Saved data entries
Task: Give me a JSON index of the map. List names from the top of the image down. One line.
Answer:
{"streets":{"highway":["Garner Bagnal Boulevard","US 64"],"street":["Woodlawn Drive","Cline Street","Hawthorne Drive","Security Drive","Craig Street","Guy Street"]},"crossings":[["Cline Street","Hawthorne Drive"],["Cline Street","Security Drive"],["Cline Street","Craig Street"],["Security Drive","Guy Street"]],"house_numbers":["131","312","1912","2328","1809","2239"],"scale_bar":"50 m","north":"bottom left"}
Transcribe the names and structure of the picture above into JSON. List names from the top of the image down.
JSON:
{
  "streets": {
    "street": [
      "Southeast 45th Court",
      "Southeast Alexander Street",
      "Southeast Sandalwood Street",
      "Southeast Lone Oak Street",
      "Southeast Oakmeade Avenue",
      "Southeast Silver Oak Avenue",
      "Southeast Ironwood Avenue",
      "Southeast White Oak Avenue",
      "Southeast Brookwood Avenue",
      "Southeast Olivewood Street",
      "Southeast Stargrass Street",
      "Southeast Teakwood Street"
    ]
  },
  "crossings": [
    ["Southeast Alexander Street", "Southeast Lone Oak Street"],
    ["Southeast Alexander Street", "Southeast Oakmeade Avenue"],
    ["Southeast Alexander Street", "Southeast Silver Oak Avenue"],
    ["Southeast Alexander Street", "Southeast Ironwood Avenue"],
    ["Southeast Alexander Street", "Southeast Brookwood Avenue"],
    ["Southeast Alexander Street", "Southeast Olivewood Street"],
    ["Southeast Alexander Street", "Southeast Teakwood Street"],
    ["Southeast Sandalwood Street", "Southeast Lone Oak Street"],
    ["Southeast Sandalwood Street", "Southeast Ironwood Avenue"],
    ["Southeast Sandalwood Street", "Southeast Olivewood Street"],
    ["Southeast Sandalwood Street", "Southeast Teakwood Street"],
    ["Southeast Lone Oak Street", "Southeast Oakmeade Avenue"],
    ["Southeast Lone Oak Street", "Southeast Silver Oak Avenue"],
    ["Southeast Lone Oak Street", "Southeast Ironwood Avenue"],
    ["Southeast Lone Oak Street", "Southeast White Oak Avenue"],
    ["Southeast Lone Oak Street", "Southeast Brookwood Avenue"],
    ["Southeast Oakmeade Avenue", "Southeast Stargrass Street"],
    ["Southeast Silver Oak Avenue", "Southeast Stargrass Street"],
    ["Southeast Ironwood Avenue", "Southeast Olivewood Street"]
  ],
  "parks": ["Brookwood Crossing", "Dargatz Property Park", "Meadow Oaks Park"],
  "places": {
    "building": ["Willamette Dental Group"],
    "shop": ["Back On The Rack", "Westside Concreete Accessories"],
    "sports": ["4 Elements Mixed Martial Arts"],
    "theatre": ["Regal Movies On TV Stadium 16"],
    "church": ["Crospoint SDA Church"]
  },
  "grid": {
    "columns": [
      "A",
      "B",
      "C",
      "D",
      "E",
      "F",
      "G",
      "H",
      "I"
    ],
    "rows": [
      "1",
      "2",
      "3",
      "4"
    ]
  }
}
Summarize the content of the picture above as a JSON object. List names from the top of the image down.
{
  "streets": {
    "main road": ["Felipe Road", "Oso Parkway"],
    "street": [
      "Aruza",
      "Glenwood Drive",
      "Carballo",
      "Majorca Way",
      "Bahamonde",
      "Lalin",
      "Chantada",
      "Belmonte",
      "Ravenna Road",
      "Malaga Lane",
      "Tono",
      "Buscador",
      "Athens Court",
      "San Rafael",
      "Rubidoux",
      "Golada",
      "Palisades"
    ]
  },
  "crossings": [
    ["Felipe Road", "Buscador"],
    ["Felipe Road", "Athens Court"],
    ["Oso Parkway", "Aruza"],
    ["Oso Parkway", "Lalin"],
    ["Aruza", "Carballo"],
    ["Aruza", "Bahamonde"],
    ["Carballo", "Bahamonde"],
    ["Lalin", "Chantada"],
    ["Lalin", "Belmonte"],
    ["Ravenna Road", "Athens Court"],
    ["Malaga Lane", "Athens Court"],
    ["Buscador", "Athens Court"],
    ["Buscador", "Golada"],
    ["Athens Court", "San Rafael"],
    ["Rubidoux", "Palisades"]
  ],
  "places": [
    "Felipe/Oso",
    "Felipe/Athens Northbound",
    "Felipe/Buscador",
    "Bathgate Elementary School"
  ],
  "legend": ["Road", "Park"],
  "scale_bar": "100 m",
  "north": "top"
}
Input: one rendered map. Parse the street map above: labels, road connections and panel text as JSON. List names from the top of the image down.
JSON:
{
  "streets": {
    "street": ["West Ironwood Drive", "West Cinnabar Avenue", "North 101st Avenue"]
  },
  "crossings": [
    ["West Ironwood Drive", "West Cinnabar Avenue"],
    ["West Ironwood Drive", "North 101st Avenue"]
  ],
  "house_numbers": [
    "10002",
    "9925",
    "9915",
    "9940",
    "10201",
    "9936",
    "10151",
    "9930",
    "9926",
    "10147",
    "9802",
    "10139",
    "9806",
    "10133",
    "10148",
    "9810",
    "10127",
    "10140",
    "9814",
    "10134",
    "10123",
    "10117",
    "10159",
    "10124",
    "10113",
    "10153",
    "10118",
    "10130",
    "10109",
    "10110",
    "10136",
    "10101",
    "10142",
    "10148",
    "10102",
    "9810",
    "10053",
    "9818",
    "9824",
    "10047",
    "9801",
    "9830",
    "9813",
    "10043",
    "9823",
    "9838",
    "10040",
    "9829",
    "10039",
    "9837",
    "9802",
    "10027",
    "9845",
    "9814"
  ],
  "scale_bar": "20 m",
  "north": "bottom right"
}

▶ INSTRUCTIONS FOR THE TASK
Pull every line containing "Cinnabar" out of the records.

▶ RESPONSE AREA
    "street": ["West Ironwood Drive", "West Cinnabar Avenue", "North 101st Avenue"]
    ["West Ironwood Drive", "West Cinnabar Avenue"],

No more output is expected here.